Goal of the exercise: Search for the word "into" in the entries. Each line that holds it should be copied.

Stored data:
# # #

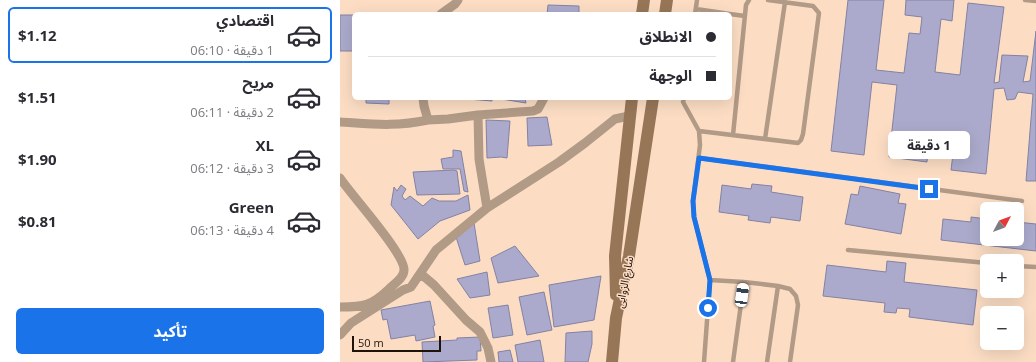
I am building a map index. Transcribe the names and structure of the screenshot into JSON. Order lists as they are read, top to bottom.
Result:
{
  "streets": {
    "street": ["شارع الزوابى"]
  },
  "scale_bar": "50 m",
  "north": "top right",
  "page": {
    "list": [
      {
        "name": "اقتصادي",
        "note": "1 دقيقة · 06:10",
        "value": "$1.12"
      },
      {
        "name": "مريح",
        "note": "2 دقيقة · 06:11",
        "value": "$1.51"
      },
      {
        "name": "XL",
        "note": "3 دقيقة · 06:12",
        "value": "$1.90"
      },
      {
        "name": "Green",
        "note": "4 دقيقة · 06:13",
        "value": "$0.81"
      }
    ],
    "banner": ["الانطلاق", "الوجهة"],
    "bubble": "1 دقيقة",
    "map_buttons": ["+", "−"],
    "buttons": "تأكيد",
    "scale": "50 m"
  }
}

# # #

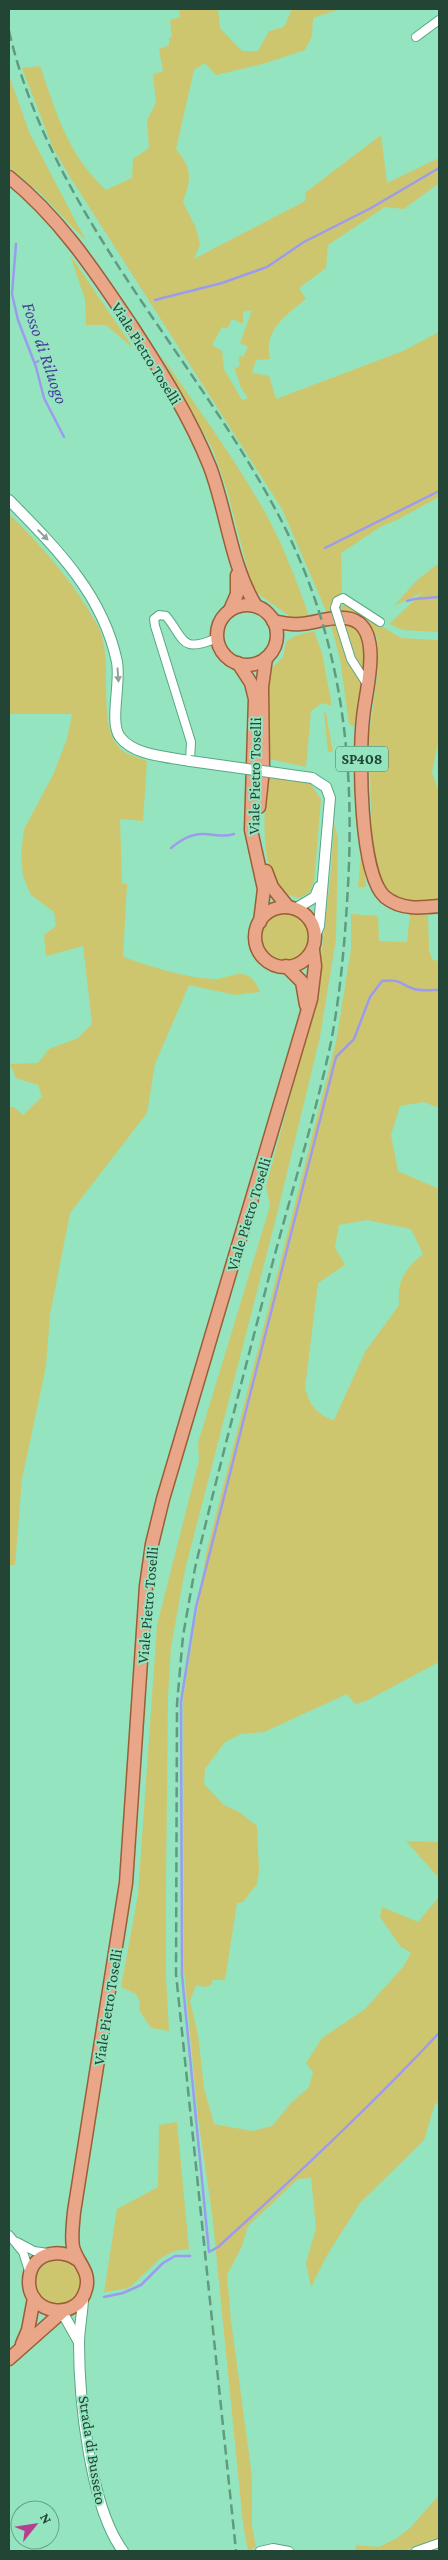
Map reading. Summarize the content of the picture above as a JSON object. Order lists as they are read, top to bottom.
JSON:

# # #

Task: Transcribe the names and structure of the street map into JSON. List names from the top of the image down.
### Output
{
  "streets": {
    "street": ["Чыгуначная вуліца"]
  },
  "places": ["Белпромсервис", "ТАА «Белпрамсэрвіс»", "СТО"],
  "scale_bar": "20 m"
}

# # #

Response area:
I am building a map index. Transcribe the names and structure of the screenshot into JSON. Order lists as they are read, top to bottom.
Task: Transcribe the names and structure of the street map into JSON. List names from the top of the image down.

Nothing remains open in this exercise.